• Task item:
Begin at the line containing "Localize all labels, markers" and reproduce every line through the end of the entries below. Nothing else should appear.

• Dataset entries:
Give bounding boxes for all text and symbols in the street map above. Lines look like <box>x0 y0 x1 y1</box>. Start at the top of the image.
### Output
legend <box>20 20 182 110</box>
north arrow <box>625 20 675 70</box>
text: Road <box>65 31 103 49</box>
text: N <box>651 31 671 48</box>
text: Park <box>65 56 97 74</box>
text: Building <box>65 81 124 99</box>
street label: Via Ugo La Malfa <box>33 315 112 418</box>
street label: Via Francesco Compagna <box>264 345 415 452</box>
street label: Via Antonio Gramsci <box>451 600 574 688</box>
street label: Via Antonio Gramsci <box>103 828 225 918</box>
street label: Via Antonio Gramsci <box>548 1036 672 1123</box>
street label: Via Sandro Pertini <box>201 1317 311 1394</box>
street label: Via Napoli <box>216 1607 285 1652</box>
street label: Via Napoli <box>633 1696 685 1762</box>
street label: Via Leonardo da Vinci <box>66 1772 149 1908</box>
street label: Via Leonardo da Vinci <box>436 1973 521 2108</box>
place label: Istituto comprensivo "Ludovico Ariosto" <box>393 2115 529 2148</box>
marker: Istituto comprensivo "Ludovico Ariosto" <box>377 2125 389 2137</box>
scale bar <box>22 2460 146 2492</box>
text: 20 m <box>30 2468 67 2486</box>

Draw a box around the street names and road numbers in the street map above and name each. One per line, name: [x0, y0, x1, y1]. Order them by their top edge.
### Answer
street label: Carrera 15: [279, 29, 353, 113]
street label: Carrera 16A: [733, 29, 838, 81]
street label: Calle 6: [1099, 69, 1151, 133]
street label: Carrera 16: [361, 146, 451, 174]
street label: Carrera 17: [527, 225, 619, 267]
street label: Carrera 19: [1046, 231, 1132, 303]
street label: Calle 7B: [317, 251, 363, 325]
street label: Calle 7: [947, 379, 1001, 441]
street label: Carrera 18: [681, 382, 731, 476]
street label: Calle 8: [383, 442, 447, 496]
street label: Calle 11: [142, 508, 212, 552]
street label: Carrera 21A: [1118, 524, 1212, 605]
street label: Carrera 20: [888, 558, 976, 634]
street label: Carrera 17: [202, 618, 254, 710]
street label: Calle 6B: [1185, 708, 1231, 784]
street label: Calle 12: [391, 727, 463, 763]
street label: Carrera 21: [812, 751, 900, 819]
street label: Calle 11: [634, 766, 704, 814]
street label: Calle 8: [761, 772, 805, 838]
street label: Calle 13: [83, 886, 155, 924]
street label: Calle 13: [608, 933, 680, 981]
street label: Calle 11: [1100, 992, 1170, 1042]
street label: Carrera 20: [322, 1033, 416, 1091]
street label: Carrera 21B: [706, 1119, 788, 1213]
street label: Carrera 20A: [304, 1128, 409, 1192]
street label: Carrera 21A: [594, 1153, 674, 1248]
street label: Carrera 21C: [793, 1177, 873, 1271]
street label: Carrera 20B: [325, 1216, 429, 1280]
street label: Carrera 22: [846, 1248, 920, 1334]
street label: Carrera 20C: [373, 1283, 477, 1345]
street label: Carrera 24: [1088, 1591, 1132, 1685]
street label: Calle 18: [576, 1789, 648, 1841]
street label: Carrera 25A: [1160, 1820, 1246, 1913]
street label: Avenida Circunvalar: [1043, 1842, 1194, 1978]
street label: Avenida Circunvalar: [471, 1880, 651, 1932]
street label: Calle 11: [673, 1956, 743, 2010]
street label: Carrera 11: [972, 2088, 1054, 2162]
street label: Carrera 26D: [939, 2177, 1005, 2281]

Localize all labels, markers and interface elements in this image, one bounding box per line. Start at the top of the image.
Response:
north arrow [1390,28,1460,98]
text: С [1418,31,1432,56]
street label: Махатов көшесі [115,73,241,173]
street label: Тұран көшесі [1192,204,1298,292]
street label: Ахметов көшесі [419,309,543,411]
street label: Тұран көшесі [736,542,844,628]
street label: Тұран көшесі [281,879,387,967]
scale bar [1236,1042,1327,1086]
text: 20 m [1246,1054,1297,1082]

• Expected answer:
Localize all labels, markers and interface elements in this image, one bounding box per line. Start at the top of the image.
Response:
north arrow [1390,28,1460,98]
text: С [1418,31,1432,56]
street label: Махатов көшесі [115,73,241,173]
street label: Тұран көшесі [1192,204,1298,292]
street label: Ахметов көшесі [419,309,543,411]
street label: Тұран көшесі [736,542,844,628]
street label: Тұран көшесі [281,879,387,967]
scale bar [1236,1042,1327,1086]
text: 20 m [1246,1054,1297,1082]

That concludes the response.